*Data items:*
══════════════════════════════
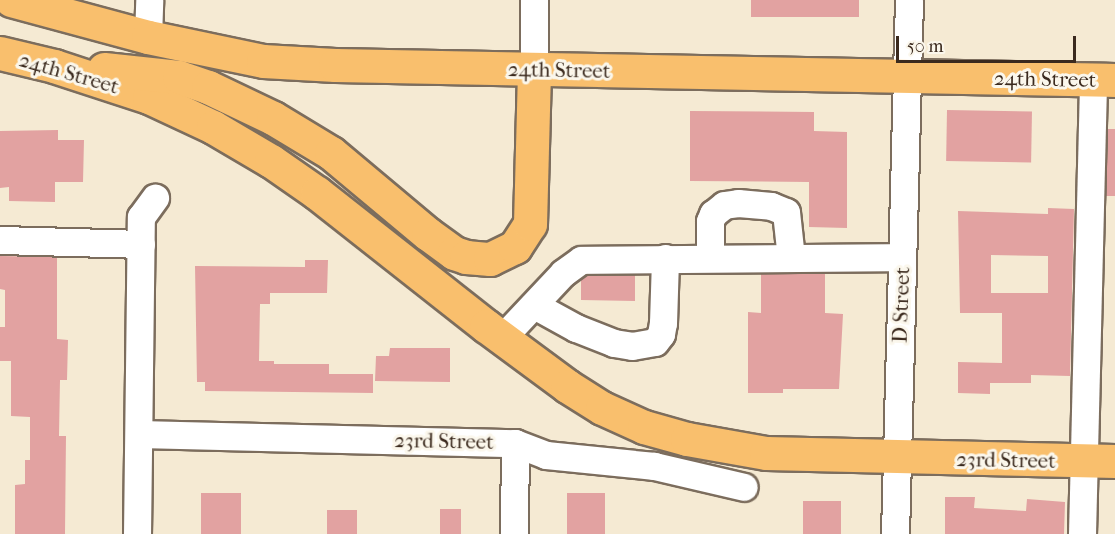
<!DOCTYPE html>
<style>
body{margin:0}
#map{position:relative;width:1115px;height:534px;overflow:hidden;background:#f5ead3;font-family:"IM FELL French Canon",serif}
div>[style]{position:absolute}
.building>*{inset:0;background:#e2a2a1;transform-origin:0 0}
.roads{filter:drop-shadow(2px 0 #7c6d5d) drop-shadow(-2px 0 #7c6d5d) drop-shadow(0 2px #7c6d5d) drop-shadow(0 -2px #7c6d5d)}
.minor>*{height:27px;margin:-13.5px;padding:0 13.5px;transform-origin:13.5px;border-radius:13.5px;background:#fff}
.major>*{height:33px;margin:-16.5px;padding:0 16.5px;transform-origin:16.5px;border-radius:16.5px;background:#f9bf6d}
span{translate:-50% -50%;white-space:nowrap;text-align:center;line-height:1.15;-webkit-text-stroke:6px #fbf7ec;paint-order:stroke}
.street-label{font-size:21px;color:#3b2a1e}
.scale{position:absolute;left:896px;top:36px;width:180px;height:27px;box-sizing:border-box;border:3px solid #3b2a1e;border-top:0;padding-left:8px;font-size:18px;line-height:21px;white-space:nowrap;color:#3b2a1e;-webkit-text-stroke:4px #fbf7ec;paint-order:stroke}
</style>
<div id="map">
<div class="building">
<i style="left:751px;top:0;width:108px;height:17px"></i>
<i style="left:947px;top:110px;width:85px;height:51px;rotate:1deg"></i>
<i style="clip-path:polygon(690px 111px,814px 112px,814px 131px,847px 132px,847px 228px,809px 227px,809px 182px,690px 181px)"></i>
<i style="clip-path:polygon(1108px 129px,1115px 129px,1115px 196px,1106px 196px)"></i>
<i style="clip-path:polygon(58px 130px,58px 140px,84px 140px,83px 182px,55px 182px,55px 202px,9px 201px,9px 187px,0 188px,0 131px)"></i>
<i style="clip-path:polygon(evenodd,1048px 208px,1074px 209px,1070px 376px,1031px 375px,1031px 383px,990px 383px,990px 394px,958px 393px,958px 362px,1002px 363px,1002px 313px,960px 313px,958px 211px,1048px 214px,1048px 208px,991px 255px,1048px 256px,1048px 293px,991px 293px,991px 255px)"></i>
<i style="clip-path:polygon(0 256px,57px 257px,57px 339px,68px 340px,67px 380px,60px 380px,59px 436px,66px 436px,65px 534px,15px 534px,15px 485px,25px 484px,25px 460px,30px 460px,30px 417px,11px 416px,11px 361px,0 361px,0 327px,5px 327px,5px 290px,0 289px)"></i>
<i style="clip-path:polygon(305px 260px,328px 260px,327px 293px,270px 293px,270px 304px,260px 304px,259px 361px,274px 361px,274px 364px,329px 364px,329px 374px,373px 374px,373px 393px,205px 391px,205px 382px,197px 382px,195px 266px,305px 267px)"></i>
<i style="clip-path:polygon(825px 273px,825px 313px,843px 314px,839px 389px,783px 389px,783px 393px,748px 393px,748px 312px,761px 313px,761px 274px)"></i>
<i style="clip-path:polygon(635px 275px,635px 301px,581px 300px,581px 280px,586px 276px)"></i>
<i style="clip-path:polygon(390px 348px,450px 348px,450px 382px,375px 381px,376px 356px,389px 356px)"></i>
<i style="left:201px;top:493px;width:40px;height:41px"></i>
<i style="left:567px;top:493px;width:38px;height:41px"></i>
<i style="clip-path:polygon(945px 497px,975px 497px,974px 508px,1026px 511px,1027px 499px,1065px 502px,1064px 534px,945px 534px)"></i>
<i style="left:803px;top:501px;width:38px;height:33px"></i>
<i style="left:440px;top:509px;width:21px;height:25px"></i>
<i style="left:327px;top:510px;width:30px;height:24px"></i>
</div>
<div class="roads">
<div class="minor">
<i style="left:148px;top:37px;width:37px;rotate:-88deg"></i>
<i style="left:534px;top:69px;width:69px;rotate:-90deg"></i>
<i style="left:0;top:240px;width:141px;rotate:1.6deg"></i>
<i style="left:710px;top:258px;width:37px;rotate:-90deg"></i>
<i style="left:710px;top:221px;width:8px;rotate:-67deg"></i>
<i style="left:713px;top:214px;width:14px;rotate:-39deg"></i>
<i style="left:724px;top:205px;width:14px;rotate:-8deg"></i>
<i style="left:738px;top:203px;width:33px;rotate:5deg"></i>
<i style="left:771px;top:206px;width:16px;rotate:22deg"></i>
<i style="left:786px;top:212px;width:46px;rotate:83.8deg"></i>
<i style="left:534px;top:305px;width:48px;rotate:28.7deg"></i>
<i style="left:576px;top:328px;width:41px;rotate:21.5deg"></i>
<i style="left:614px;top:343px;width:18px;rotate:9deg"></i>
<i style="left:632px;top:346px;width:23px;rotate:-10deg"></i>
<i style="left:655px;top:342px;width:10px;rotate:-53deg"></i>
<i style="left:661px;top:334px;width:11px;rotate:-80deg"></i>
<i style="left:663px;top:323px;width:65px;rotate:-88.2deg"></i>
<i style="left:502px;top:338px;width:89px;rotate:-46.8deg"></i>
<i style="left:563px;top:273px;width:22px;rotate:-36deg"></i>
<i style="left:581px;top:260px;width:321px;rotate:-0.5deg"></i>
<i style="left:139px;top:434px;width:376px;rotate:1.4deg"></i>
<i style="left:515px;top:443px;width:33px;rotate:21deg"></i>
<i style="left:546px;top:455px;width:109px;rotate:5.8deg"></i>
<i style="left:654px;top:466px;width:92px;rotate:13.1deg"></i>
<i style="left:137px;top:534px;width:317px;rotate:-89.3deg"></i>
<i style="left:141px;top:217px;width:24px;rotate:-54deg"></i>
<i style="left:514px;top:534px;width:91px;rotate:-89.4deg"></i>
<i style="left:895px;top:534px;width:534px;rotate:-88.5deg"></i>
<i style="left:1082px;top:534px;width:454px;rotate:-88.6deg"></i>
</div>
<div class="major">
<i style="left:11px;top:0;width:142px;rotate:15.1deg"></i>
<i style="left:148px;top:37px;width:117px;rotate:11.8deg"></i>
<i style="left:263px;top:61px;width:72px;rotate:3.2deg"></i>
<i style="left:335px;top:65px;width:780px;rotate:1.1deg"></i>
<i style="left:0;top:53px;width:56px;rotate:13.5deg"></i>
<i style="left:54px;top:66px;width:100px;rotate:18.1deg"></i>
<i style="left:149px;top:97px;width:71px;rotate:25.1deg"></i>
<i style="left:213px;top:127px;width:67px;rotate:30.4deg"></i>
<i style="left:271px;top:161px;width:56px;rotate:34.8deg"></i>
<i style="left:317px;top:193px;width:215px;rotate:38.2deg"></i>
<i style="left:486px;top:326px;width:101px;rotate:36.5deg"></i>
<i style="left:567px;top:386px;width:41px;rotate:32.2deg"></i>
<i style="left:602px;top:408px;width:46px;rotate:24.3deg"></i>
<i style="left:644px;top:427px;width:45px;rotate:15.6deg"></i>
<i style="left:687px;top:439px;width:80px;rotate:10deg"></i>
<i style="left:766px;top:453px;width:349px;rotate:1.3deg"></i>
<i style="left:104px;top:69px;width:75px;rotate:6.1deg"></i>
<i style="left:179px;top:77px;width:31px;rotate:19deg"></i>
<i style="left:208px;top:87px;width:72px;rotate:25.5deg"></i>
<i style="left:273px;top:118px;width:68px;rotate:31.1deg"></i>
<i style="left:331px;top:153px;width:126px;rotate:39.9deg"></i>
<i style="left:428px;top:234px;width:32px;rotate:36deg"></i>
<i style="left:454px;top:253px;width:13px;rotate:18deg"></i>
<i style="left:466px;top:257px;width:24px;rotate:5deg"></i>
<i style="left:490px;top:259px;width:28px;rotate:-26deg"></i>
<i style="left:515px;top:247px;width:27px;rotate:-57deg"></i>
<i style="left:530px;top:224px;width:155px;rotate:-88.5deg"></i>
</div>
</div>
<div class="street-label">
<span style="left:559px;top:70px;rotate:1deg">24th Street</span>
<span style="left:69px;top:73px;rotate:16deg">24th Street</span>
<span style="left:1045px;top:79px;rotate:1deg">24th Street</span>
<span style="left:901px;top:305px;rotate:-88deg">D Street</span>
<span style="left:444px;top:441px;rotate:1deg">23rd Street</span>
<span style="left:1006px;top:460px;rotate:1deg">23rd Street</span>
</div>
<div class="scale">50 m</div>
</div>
══════════════════════════════
*Your instructions:*
Can the lines from the start of the records through the line with "0 #7c6d5d) drop-shadow(-2px" be given again exactly, with the pictures left out?

*Written solution:*
<!DOCTYPE html>
<style>
body{margin:0}
#map{position:relative;width:1115px;height:534px;overflow:hidden;background:#f5ead3;font-family:"IM FELL French Canon",serif}
div>[style]{position:absolute}
.building>*{inset:0;background:#e2a2a1;transform-origin:0 0}
.roads{filter:drop-shadow(2px 0 #7c6d5d) drop-shadow(-2px 0 #7c6d5d) drop-shadow(0 2px #7c6d5d) drop-shadow(0 -2px #7c6d5d)}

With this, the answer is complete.